> The task: Would you write out every record that follows exactly, with the pictures left out?

> Data for processing:
::::

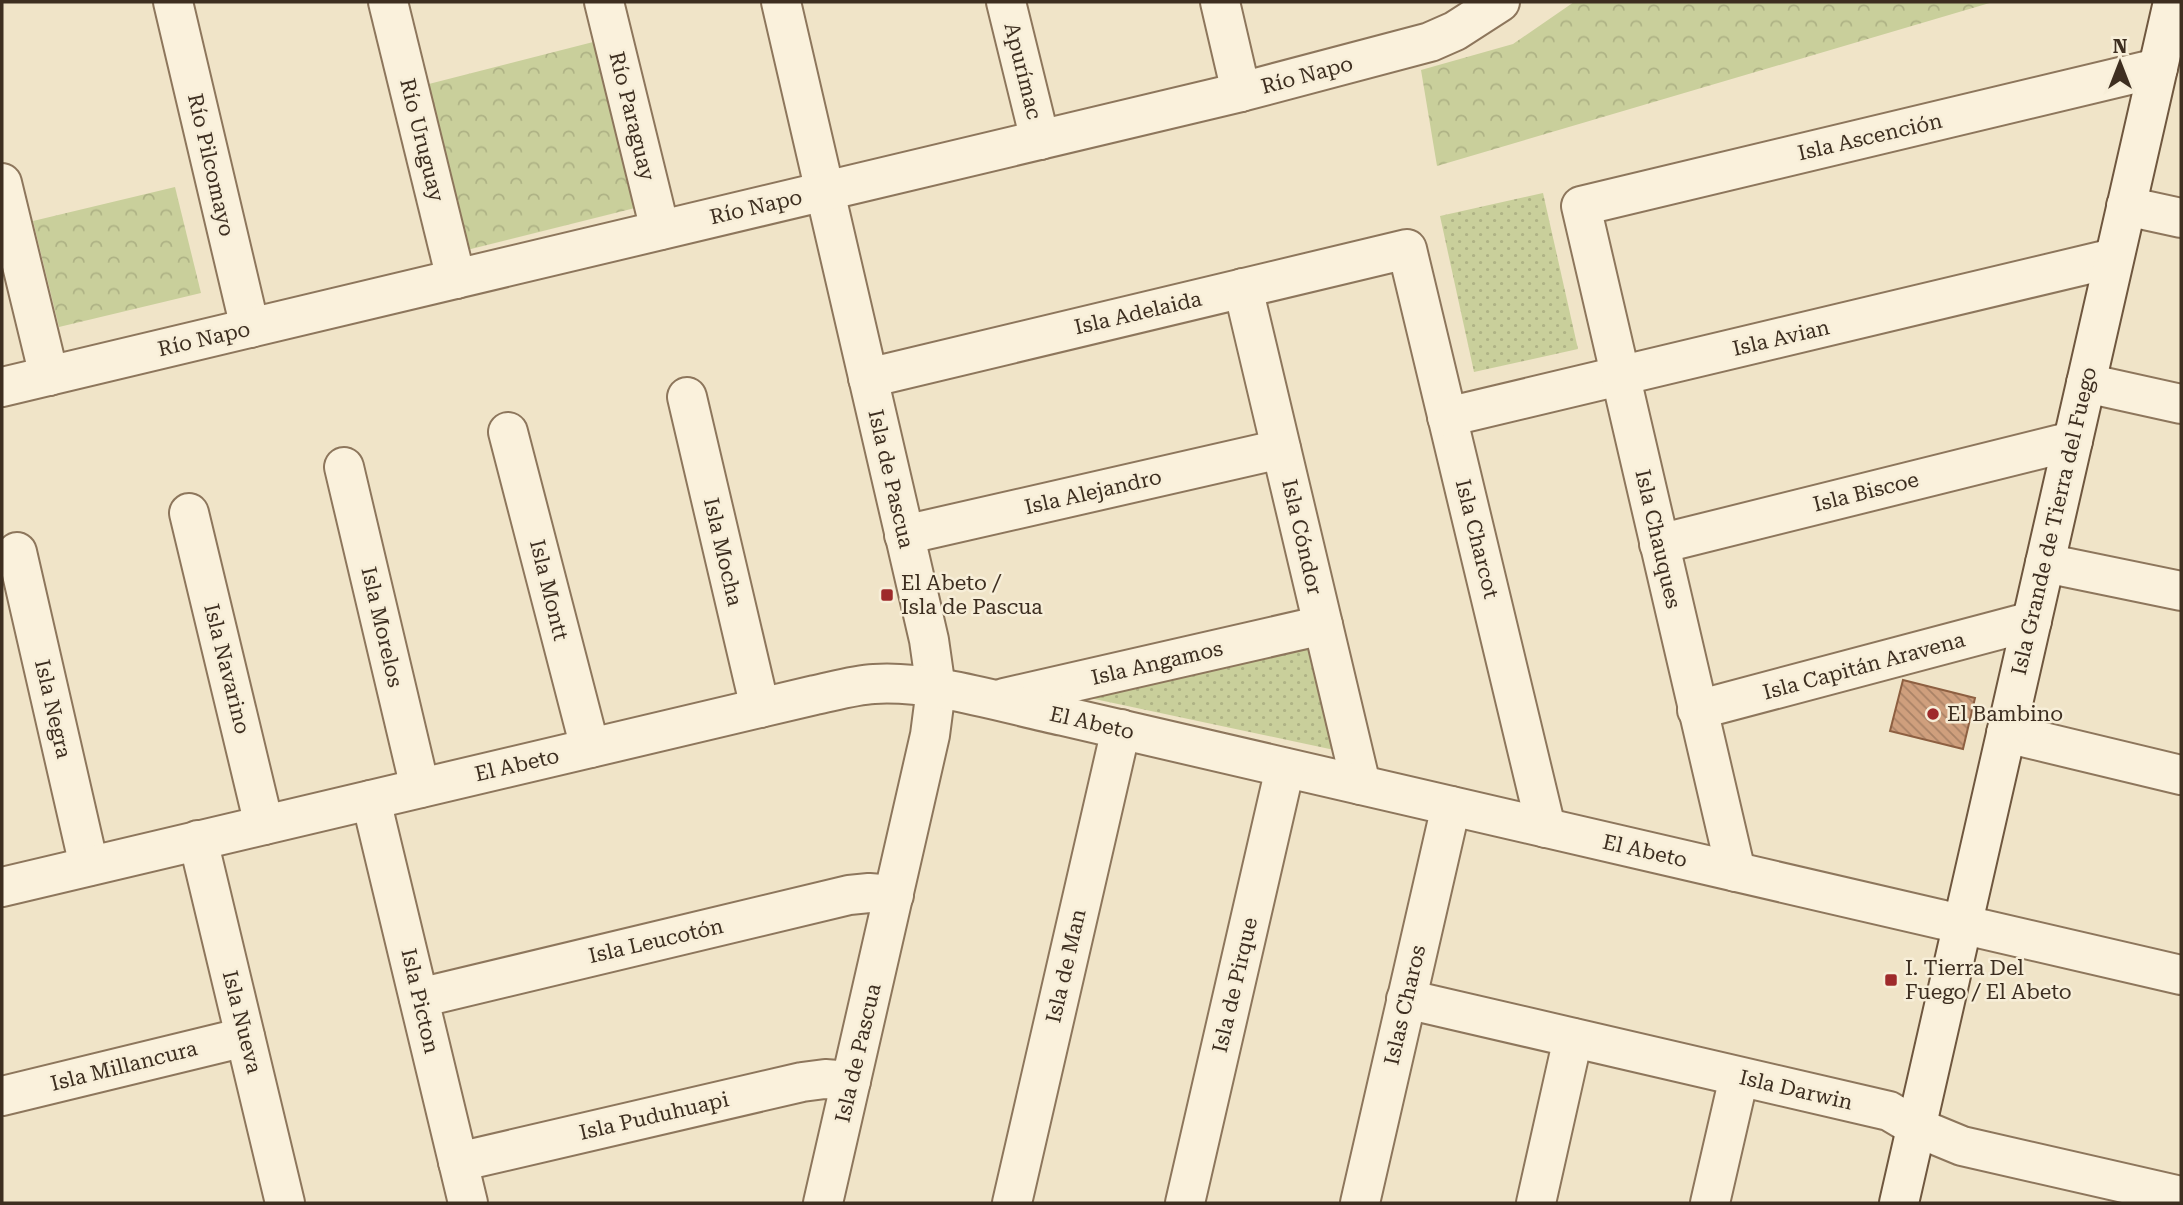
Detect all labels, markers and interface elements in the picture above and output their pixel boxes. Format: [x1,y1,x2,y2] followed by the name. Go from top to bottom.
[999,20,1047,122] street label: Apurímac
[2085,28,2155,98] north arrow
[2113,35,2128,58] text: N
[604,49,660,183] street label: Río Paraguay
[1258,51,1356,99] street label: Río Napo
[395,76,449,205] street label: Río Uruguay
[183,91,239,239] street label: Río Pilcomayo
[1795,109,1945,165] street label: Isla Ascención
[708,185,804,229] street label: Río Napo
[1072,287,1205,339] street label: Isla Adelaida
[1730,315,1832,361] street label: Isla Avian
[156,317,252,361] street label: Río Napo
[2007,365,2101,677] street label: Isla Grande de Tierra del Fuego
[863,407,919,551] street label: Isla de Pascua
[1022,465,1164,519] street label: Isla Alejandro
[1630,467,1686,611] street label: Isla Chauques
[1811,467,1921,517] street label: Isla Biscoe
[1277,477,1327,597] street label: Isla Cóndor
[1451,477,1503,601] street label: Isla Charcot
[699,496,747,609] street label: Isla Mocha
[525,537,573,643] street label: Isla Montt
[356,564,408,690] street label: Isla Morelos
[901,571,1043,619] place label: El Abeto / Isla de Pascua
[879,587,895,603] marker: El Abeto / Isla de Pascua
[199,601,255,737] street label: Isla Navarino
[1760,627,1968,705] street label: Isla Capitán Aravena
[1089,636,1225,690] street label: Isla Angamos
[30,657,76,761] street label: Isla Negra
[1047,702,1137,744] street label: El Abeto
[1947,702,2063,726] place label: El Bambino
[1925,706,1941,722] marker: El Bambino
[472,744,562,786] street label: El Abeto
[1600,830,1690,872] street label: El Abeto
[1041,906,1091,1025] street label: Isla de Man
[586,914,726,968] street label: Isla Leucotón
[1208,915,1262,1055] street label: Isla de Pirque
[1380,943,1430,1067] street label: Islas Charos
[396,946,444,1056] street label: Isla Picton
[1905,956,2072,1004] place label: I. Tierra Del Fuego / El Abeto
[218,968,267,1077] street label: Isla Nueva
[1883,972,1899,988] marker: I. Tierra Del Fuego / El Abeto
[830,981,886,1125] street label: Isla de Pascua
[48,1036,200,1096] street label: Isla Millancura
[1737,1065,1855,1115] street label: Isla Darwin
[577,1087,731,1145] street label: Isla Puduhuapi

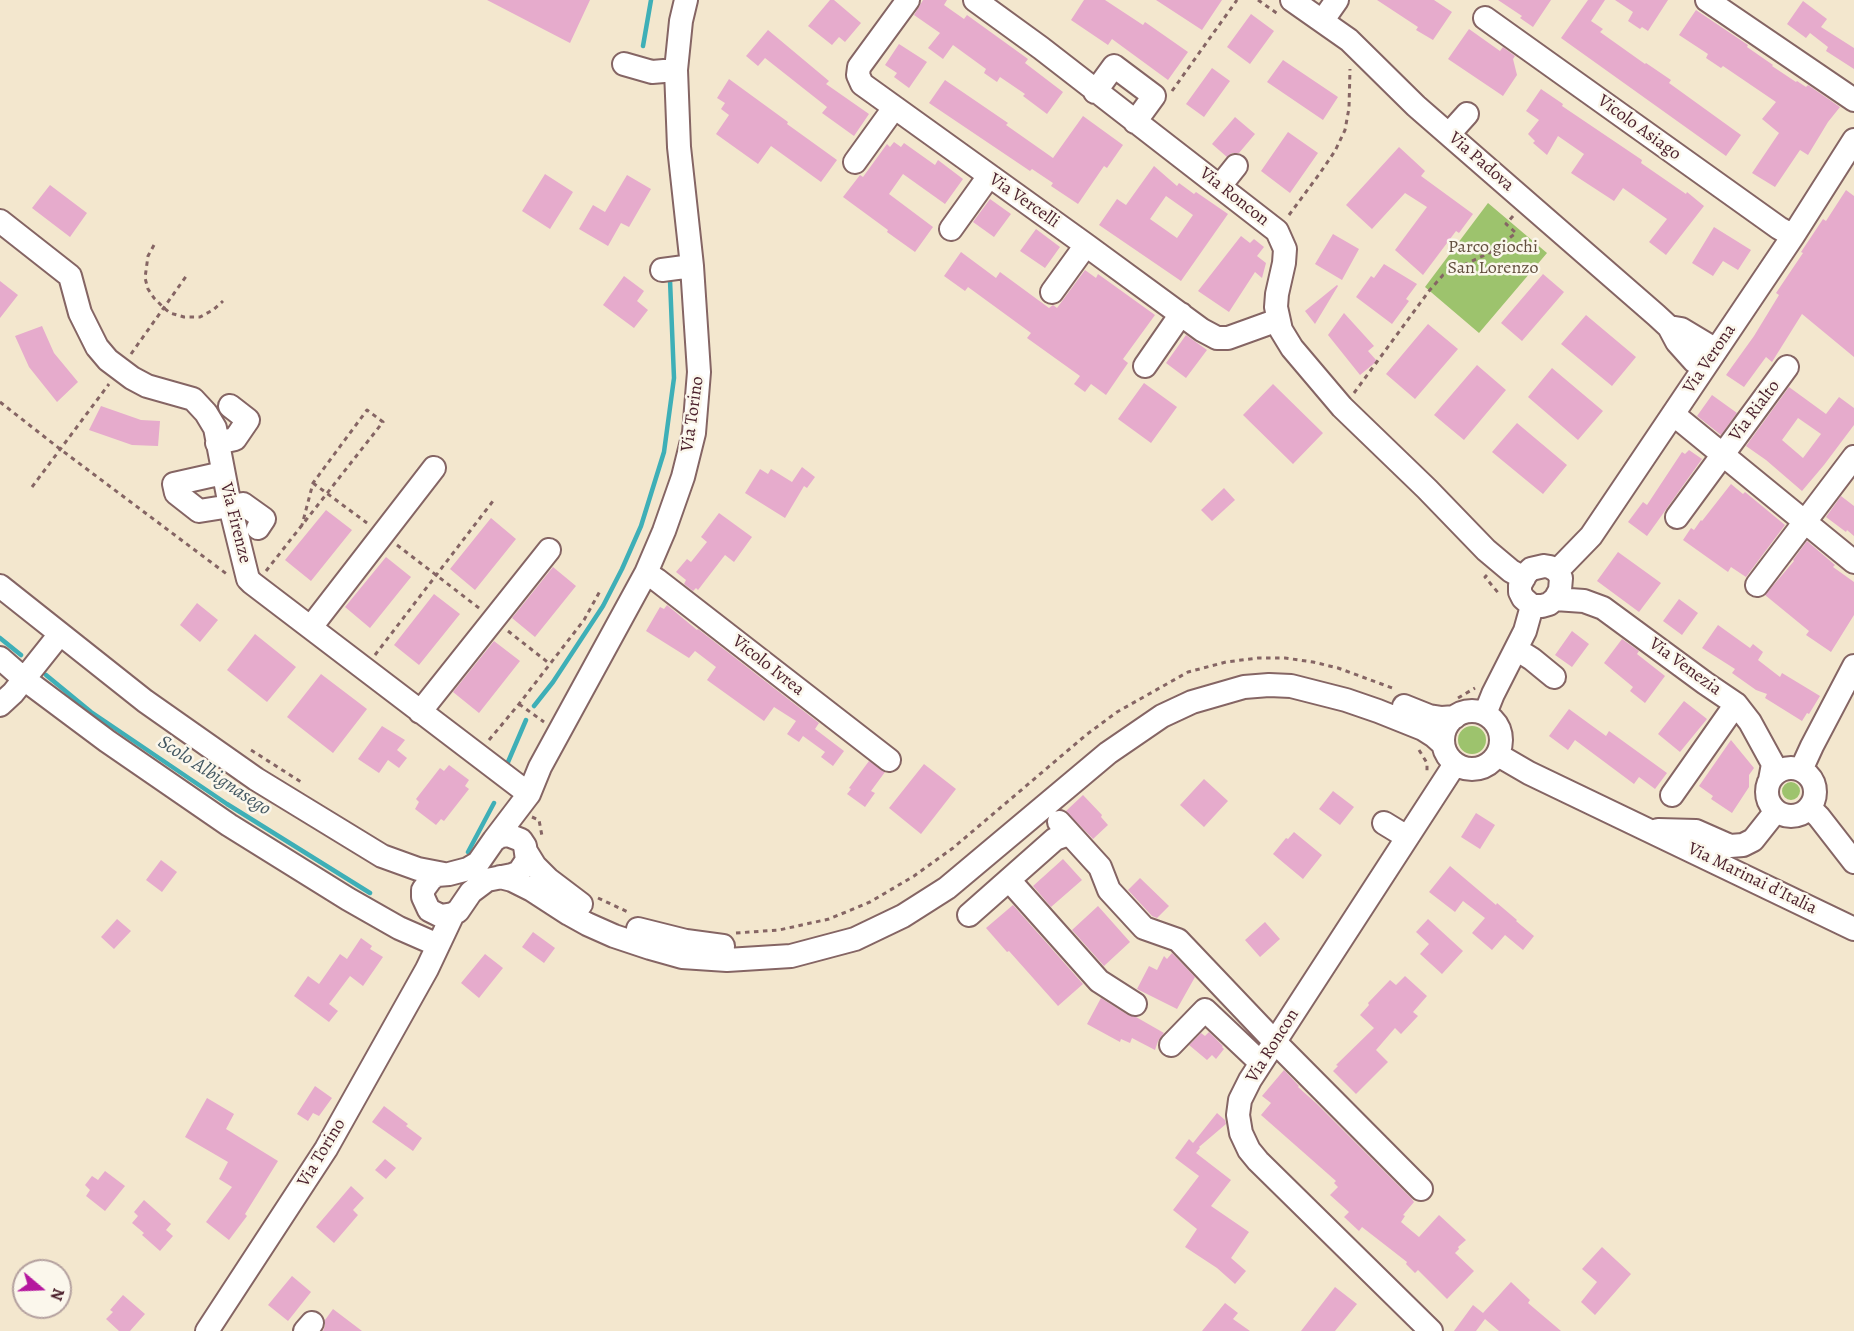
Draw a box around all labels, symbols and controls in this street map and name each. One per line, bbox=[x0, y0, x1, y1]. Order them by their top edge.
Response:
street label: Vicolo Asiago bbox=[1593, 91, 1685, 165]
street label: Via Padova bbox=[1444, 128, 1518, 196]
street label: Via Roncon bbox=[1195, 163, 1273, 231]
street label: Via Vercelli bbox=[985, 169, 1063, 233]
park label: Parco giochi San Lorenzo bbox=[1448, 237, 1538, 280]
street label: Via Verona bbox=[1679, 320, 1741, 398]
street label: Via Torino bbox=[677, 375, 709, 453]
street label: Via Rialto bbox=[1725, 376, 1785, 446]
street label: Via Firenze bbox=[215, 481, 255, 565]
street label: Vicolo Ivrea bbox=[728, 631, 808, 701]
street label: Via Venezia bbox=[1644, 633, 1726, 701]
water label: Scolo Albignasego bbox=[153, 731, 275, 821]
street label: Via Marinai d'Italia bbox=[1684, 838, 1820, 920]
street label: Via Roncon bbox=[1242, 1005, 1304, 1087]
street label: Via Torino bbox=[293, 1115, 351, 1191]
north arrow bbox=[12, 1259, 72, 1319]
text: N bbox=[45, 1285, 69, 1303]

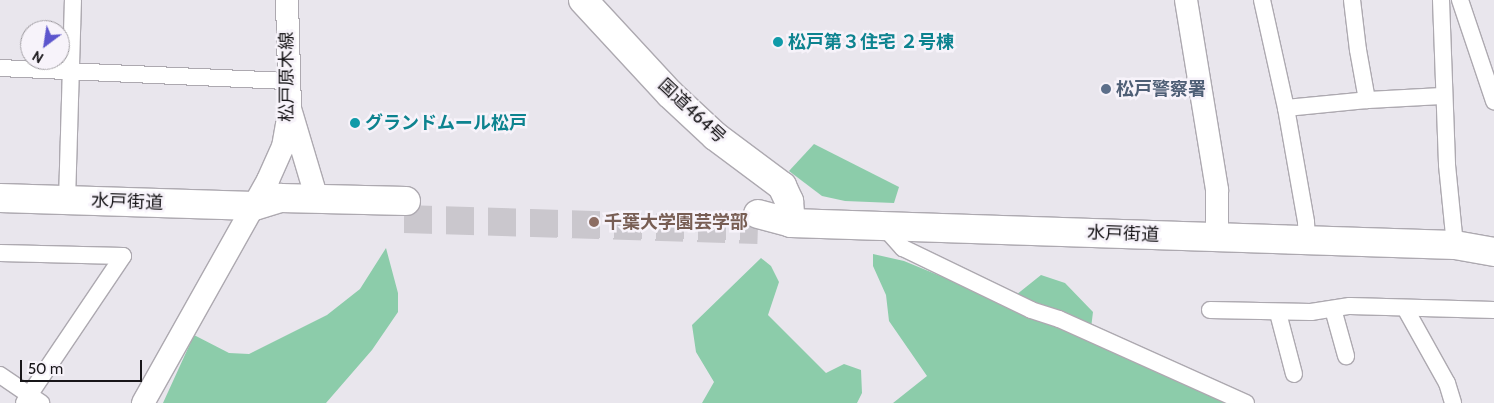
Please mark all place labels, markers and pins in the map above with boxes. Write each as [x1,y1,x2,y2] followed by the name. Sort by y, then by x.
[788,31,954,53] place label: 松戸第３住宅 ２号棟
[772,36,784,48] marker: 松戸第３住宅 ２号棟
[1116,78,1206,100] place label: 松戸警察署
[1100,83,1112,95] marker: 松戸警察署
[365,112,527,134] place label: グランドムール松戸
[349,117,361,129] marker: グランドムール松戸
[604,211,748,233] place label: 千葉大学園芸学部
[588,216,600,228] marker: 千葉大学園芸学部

::::

> Answer for the task:
Detect all labels, markers and interface elements in the picture above and output their pixel boxes. Format: [x1,y1,x2,y2] followed by the name. Go from top to bottom.
[999,20,1047,122] street label: Apurímac
[2085,28,2155,98] north arrow
[2113,35,2128,58] text: N
[604,49,660,183] street label: Río Paraguay
[1258,51,1356,99] street label: Río Napo
[395,76,449,205] street label: Río Uruguay
[183,91,239,239] street label: Río Pilcomayo
[1795,109,1945,165] street label: Isla Ascención
[708,185,804,229] street label: Río Napo
[1072,287,1205,339] street label: Isla Adelaida
[1730,315,1832,361] street label: Isla Avian
[156,317,252,361] street label: Río Napo
[2007,365,2101,677] street label: Isla Grande de Tierra del Fuego
[863,407,919,551] street label: Isla de Pascua
[1022,465,1164,519] street label: Isla Alejandro
[1630,467,1686,611] street label: Isla Chauques
[1811,467,1921,517] street label: Isla Biscoe
[1277,477,1327,597] street label: Isla Cóndor
[1451,477,1503,601] street label: Isla Charcot
[699,496,747,609] street label: Isla Mocha
[525,537,573,643] street label: Isla Montt
[356,564,408,690] street label: Isla Morelos
[901,571,1043,619] place label: El Abeto / Isla de Pascua
[879,587,895,603] marker: El Abeto / Isla de Pascua
[199,601,255,737] street label: Isla Navarino
[1760,627,1968,705] street label: Isla Capitán Aravena
[1089,636,1225,690] street label: Isla Angamos
[30,657,76,761] street label: Isla Negra
[1047,702,1137,744] street label: El Abeto
[1947,702,2063,726] place label: El Bambino
[1925,706,1941,722] marker: El Bambino
[472,744,562,786] street label: El Abeto
[1600,830,1690,872] street label: El Abeto
[1041,906,1091,1025] street label: Isla de Man
[586,914,726,968] street label: Isla Leucotón
[1208,915,1262,1055] street label: Isla de Pirque
[1380,943,1430,1067] street label: Islas Charos
[396,946,444,1056] street label: Isla Picton
[1905,956,2072,1004] place label: I. Tierra Del Fuego / El Abeto
[218,968,267,1077] street label: Isla Nueva
[1883,972,1899,988] marker: I. Tierra Del Fuego / El Abeto
[830,981,886,1125] street label: Isla de Pascua
[48,1036,200,1096] street label: Isla Millancura
[1737,1065,1855,1115] street label: Isla Darwin
[577,1087,731,1145] street label: Isla Puduhuapi

Draw a box around all labels, symbols and controls in this street map and name each. One per line, bbox=[x0, y0, x1, y1]. Order them by their top edge.
Response:
street label: Vicolo Asiago bbox=[1593, 91, 1685, 165]
street label: Via Padova bbox=[1444, 128, 1518, 196]
street label: Via Roncon bbox=[1195, 163, 1273, 231]
street label: Via Vercelli bbox=[985, 169, 1063, 233]
park label: Parco giochi San Lorenzo bbox=[1448, 237, 1538, 280]
street label: Via Verona bbox=[1679, 320, 1741, 398]
street label: Via Torino bbox=[677, 375, 709, 453]
street label: Via Rialto bbox=[1725, 376, 1785, 446]
street label: Via Firenze bbox=[215, 481, 255, 565]
street label: Vicolo Ivrea bbox=[728, 631, 808, 701]
street label: Via Venezia bbox=[1644, 633, 1726, 701]
water label: Scolo Albignasego bbox=[153, 731, 275, 821]
street label: Via Marinai d'Italia bbox=[1684, 838, 1820, 920]
street label: Via Roncon bbox=[1242, 1005, 1304, 1087]
street label: Via Torino bbox=[293, 1115, 351, 1191]
north arrow bbox=[12, 1259, 72, 1319]
text: N bbox=[45, 1285, 69, 1303]

Please mark all place labels, markers and pins in the map above with boxes. Write each as [x1,y1,x2,y2] followed by the name. Sort by y, then by x.
[788,31,954,53] place label: 松戸第３住宅 ２号棟
[772,36,784,48] marker: 松戸第３住宅 ２号棟
[1116,78,1206,100] place label: 松戸警察署
[1100,83,1112,95] marker: 松戸警察署
[365,112,527,134] place label: グランドムール松戸
[349,117,361,129] marker: グランドムール松戸
[604,211,748,233] place label: 千葉大学園芸学部
[588,216,600,228] marker: 千葉大学園芸学部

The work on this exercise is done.